CRÓNICAS E ENTREVISTAS

 SE UM TELETRABALHA, O OUTRO PERDE APOIO À FAMÍLIA
Publicado em: 18/03/2020
Imaginar que o teletrabalho se compatibiliza com ficar fechado em casa com vários filhos, e ensiná-los de caminho, é querer enganar empresários e empregados. A nova decisão de apoio à família por encerramento das escolas, vista à lupa.

Em tempos de dificuldades como as que agora vivemos, temos de dar tréguas aos nossos governantes, a que ninguém pode invejar o lugar. Mas, mesmo agindo com benevolência, e com consciência das consequências económicas da pandemia, há questões que é impossível não referir. Como, por exemplo, aquelas que rodeiam a licença extraordinária que permite aos pais lidar com o encerramento das escolas.

Não importa aqui discutir se fecharam cedo ou tarde demais, o que interessa é que fecharam, com a garantia de que esta medida não ia, ao contrário do que terá acontecido precisamente em Itália, enfiar os mais velhos na boca do lobo, descarregando-lhes um importante vetor do Covid19 em casa.

Aos pais foi dito que um deles poderia ficar em casa, recebendo uma parcela importante do vencimento para viabilizar este desígnio nacional, conscientes de que as contas vão continuar a aparecer, inclusivamente as das escolas e ATL.

Por seu lado, num reino onde o tecido empresarial é constituído de pequenas empresas, os empresários imaginaram que, pelo menos desta vez, teriam a sensatez de não obrigar as empresas a arcar com o custo da medida, sobretudo num momento em que são confrontadas com os cofres vazios, e uma falência à vista.

Mas, quando uns e outros se sentaram a ler a decisão, perceberam que para muitos não é bem assim. Por incrível que pareça, o trabalhador só pode beneficiar do apoio excecional à família, se o cônjuge não estiver em teletrabalho.

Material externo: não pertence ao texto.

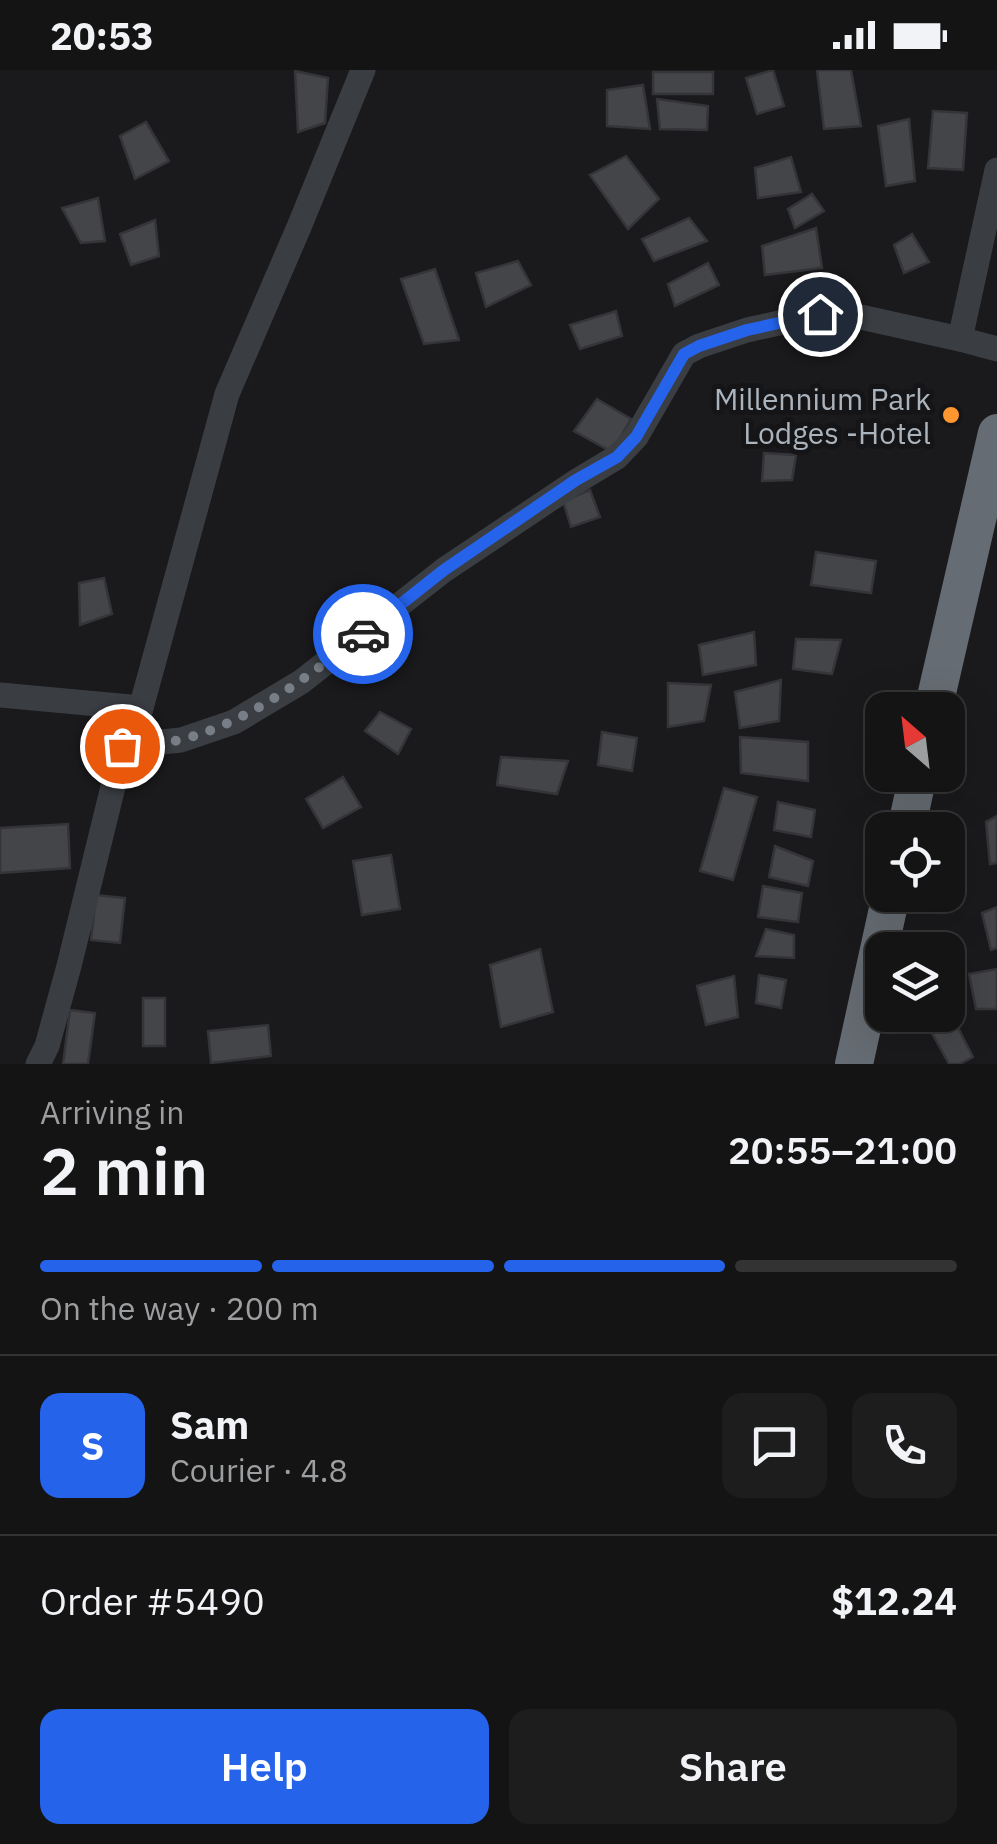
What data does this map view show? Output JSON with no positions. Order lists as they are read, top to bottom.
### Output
{
  "places": ["Millennium Park Lodges -Hotel"],
  "north": "top left",
  "page": {
    "status": "20:53",
    "heading": ["2 min", "Arriving in", "20:55–21:00"],
    "panel": [
      "Sam",
      "Courier · 4.8",
      "Order #5490",
      "$12.24"
    ],
    "bar": "On the way · 200 m",
    "round": "S",
    "buttons": ["Help", "Share"]
  }
}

Ou seja, para o governo "Teletrabalho" e "Apoio aos filhos que estão em casa por encerramento da escola", são sinónimos.

Com isto, revela que não faz a mais pequena ideia do que representa trabalhar a partir de casa, em que o empregado se compromete a cumprir um horário, a produzir coisa que efetivamente se veja, a comparecer, embora virtualmente, a reuniões e discussões com outras pessoas, a estabelecer contactos telefónicos com clientes ou fornecedores, num esforço real de merecer o vencimento que lhe pagam. Até, diria eu, com zelo acrescido pela confiança que nele é depositada.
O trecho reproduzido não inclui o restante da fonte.